## EXTRACTED ENTRIES
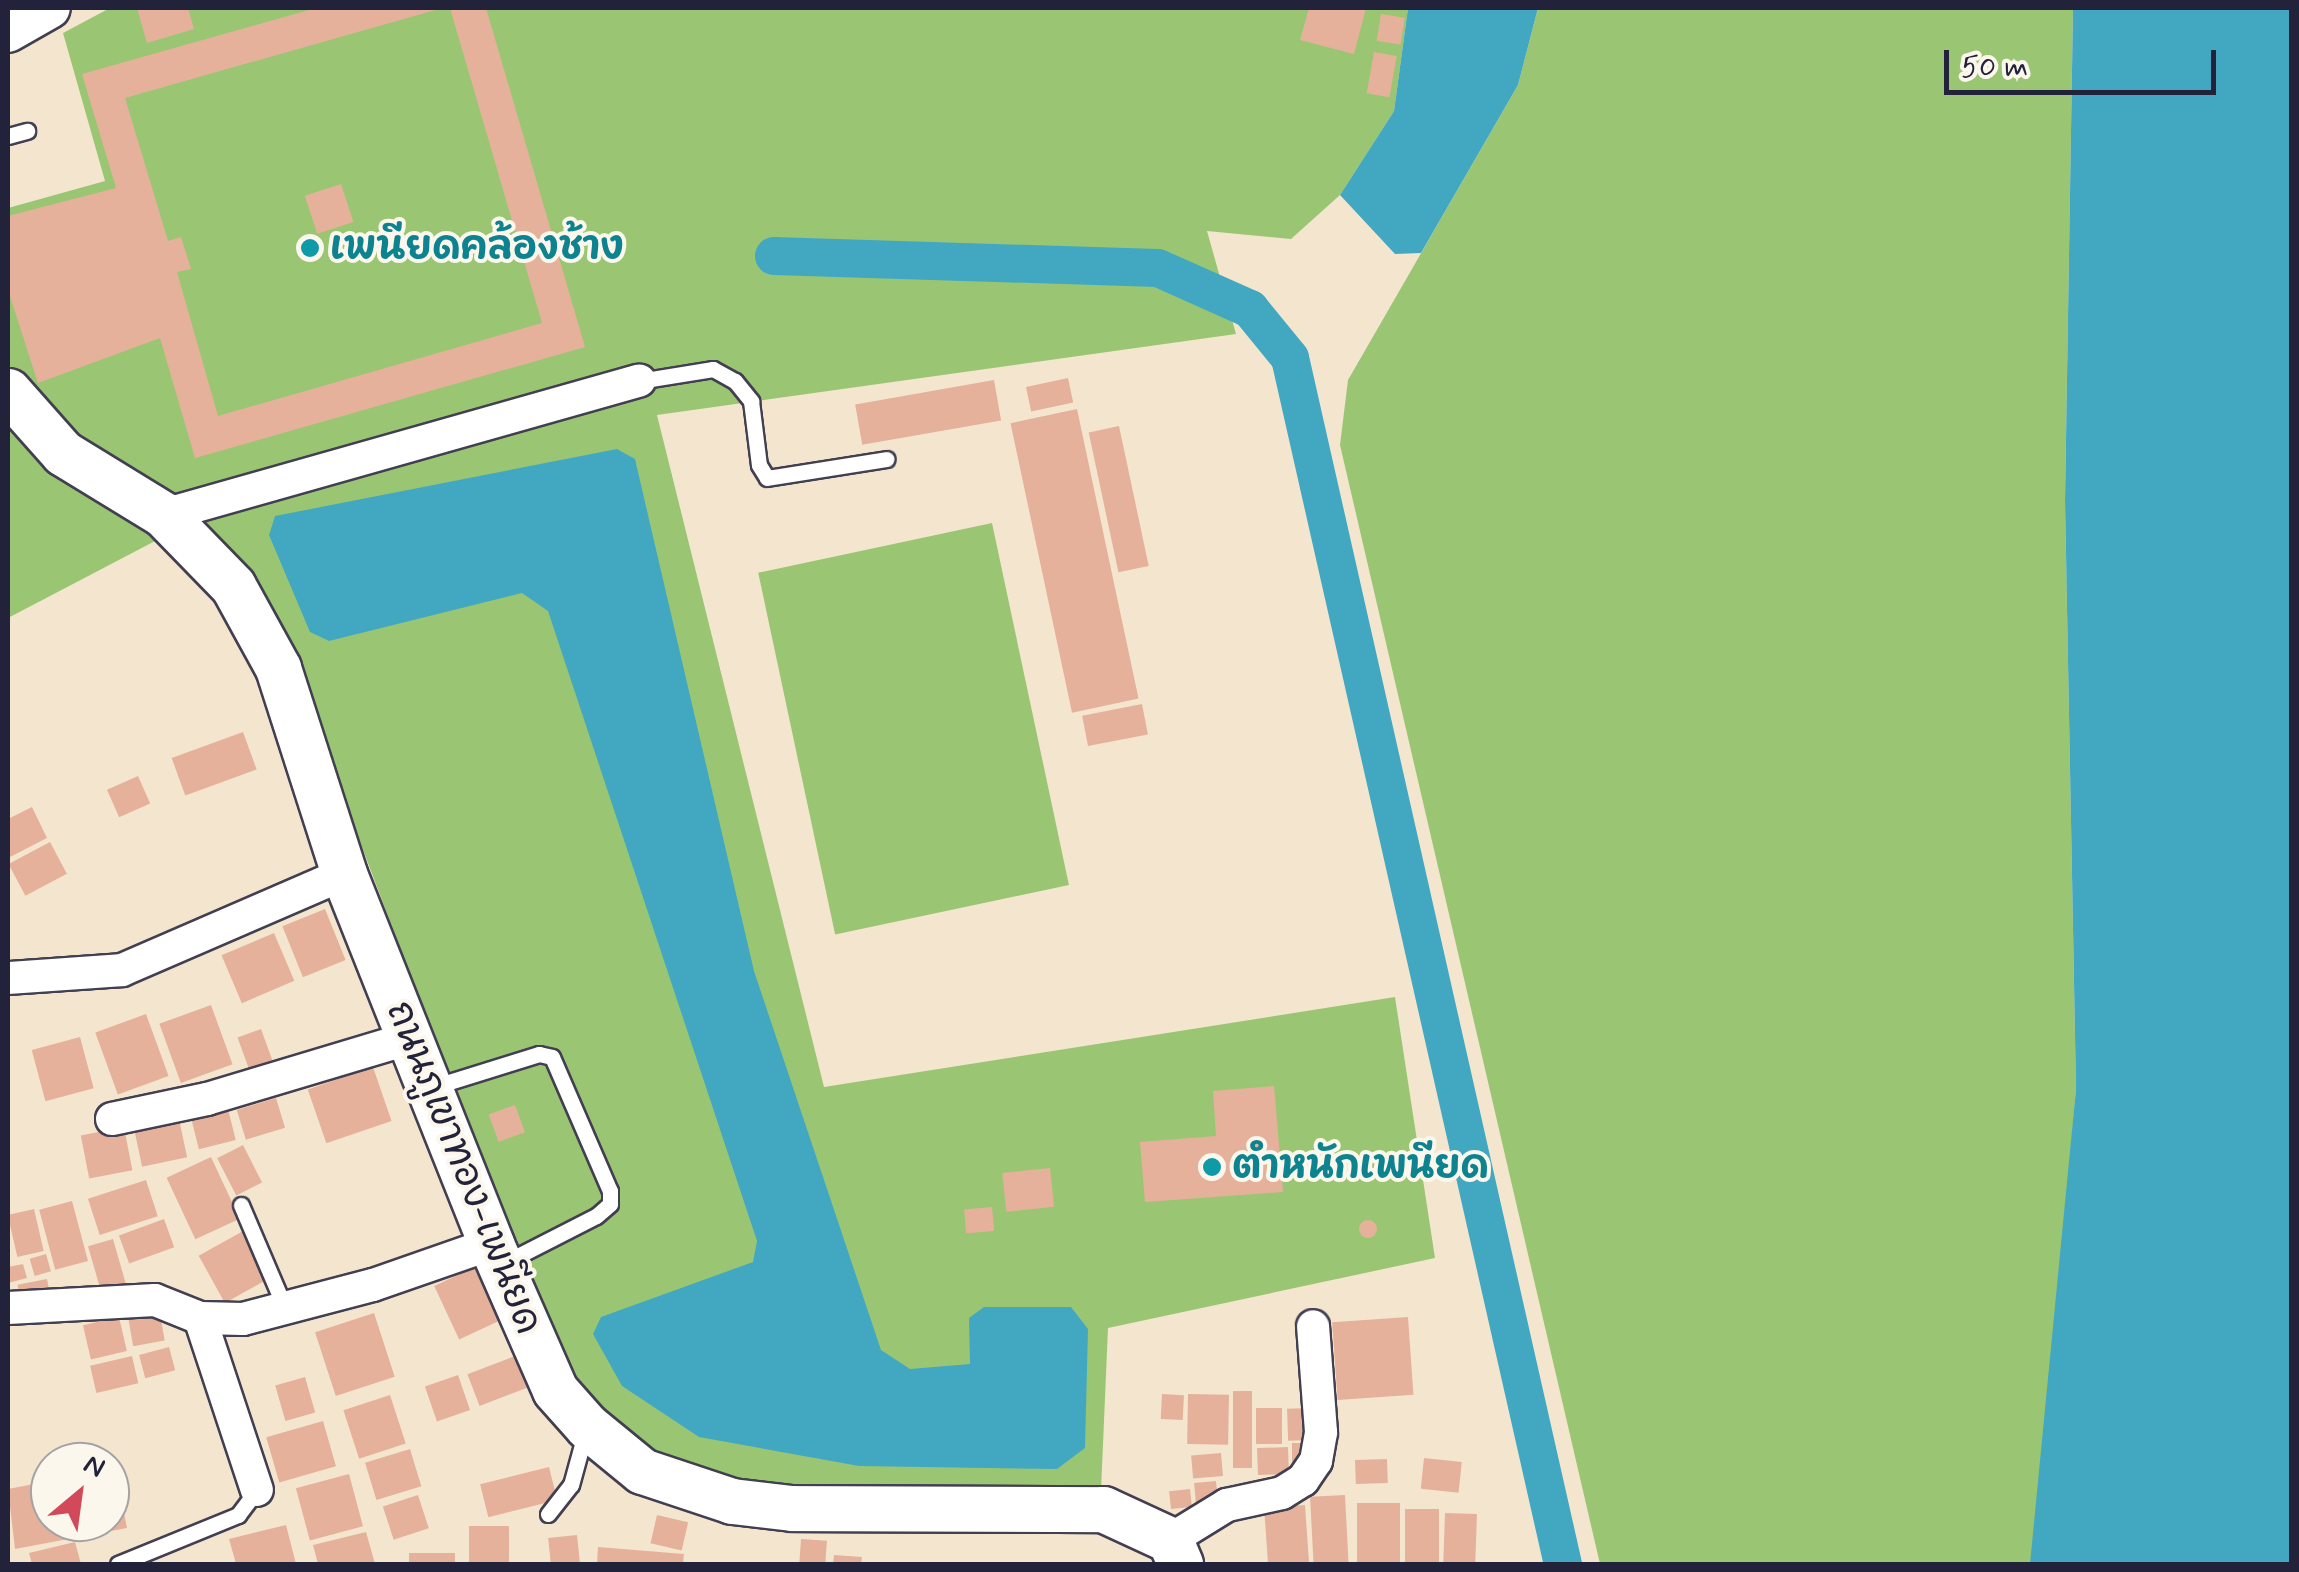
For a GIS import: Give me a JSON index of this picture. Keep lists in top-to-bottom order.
{
  "streets": {
    "main road": ["ถนนภูเขาทอง-เพนียด"]
  },
  "places": ["เพนียดคล้องช้าง", "ตำหนักเพนียด"],
  "scale_bar": "50 m",
  "north": "top right"
}
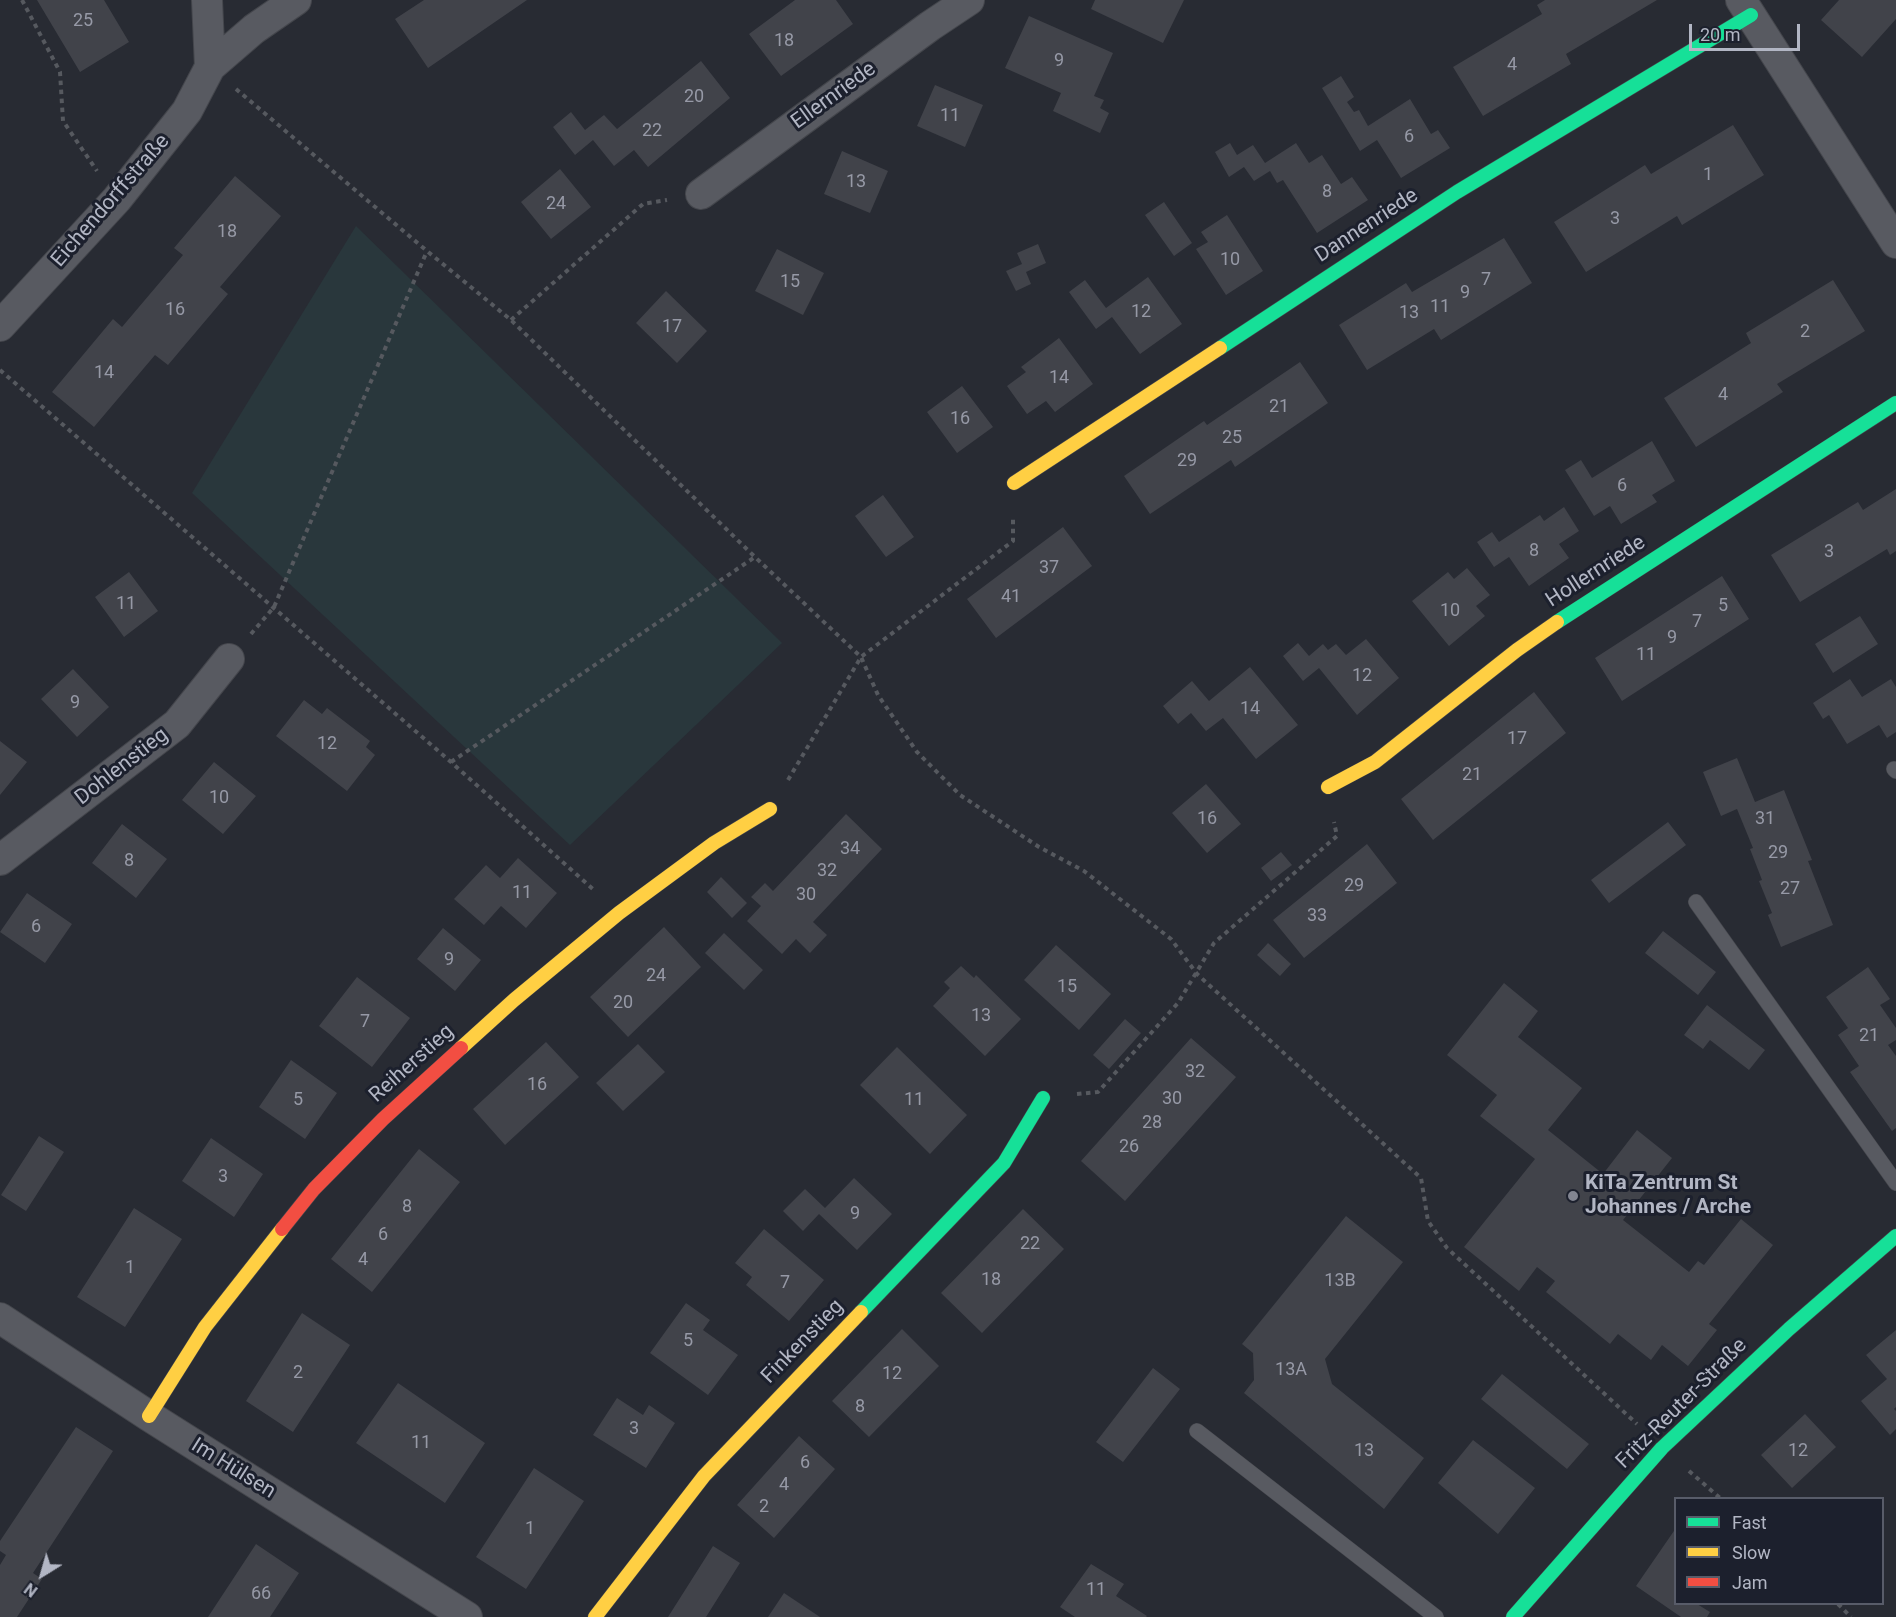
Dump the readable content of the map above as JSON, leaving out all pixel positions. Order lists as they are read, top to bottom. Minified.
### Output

## AIM OF THE EXERCISE
Give every record again without changing a word. Exclude the pictures.

## RESULT OF THIS TASK
For a GIS import: Give me a JSON index of this picture. Keep lists in top-to-bottom order.
{
  "streets": {
    "main road": ["ถนนภูเขาทอง-เพนียด"]
  },
  "places": ["เพนียดคล้องช้าง", "ตำหนักเพนียด"],
  "scale_bar": "50 m",
  "north": "top right"
}
Dump the readable content of the map above as JSON, leaving out all pixel positions. Order lists as they are read, top to bottom. Minified.
### Output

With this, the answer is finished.